As we all get older, I am looking towards frustrations and irritations and spasms and middle of the night sickies as opportunities. As a way to reflect on whatever is going on that I might want to take a look at and shift. Mind you, this is not foremost on my mind in the middle of the night as I am furiously cleaning the carpet in our rental. But the next day it is. So it was that yesterday, while Denise was taking natural muscle relaxers and gently stretching her neck, while Teddy was pacing and barking, and while I was rolling deliberately on a red lacrosse ball, I started to think about things.

Before Garrison Keillor got fired for sexual misconduct, I was a fan of his storytelling. (I still think he’s a great storyteller but I haven’t decided yet where I fall on being able to separate art from the artist.) When I was a teenager I had a copy of his book Lake Wobegon Days and I devoured it. In these stories set in a fictional town in Minnesota, people had mishaps and learned lessons but for the most part they were funny, genuine, good people and I loved reading them and imagining Keillor’s voice: deep, nose whistling when stopping for a breath, calm and dry and affectionate. 

There is one story in particular that has stuck with me for the past 30 years, not because I remember the whole plot, but because I remember that it is about the end of summer coming, the feeling that rolls into place as the seasons start to shift and cool and darken even as you bake in August heat. The thing I remember most is that as the story winds down he writes, “Thank you dear God, for this good life, and forgive us if we do not love it enough.”

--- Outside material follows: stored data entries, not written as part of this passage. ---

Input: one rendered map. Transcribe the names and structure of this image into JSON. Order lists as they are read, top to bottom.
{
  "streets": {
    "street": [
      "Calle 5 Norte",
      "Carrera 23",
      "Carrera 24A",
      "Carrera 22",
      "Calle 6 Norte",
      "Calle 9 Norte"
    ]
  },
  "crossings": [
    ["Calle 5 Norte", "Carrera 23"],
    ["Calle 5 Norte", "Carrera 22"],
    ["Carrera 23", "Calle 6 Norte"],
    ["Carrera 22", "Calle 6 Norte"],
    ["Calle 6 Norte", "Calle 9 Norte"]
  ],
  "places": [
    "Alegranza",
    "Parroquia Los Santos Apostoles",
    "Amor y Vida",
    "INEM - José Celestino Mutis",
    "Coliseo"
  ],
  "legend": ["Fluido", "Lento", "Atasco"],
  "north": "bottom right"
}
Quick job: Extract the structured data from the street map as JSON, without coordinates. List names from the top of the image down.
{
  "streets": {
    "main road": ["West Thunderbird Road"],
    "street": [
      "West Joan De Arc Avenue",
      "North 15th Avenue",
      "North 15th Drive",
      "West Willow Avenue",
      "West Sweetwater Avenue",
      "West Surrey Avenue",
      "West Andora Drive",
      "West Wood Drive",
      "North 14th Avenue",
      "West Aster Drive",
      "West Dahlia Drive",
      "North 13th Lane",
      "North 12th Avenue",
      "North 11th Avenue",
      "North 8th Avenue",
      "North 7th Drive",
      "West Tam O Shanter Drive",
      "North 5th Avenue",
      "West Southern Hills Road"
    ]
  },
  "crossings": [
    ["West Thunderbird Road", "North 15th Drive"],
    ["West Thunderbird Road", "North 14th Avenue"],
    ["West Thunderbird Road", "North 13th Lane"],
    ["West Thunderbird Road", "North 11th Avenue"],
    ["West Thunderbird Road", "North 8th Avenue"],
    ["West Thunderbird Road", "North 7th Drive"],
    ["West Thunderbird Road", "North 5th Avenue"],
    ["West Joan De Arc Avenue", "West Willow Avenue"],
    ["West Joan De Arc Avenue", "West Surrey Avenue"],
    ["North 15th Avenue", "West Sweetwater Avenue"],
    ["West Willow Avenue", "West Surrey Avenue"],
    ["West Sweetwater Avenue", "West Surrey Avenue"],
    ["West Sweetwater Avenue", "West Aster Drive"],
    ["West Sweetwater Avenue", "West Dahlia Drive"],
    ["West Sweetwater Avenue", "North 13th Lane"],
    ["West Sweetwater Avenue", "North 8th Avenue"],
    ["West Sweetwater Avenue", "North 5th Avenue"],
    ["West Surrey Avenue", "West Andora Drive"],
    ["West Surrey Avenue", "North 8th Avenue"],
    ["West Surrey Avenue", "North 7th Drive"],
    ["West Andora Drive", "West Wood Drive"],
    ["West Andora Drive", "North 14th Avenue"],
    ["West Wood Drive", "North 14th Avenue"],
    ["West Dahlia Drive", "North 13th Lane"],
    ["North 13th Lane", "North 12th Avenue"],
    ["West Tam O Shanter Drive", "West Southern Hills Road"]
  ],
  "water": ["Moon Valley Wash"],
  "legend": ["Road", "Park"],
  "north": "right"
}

So I was thinking about how grateful I am for my family, for the fact that Teddy is still around and kicking and reminding me to take a pause when he gets too worked up, how grateful I am for all our challenges and for all our gifts (often one and the same), for the fact that our bodies work well (mostly), and that we can explore and talk and hear (sort of) and touch and feel where we are. 

Blurry night, beautiful night.

Last night I took the dogs out for nighttime potty, and as I was walking on the grass a wind stirred the aspen trees. They rustled. The moon was rising gibbous and gold. Someone was playing “Into the Mystic” by Van Morrison and it drifted across the hill to me and rocked my gypsy soul. I was overwhelmed with love. 

Thank you dear God, for this good life, and forgive us if we do not love it enough.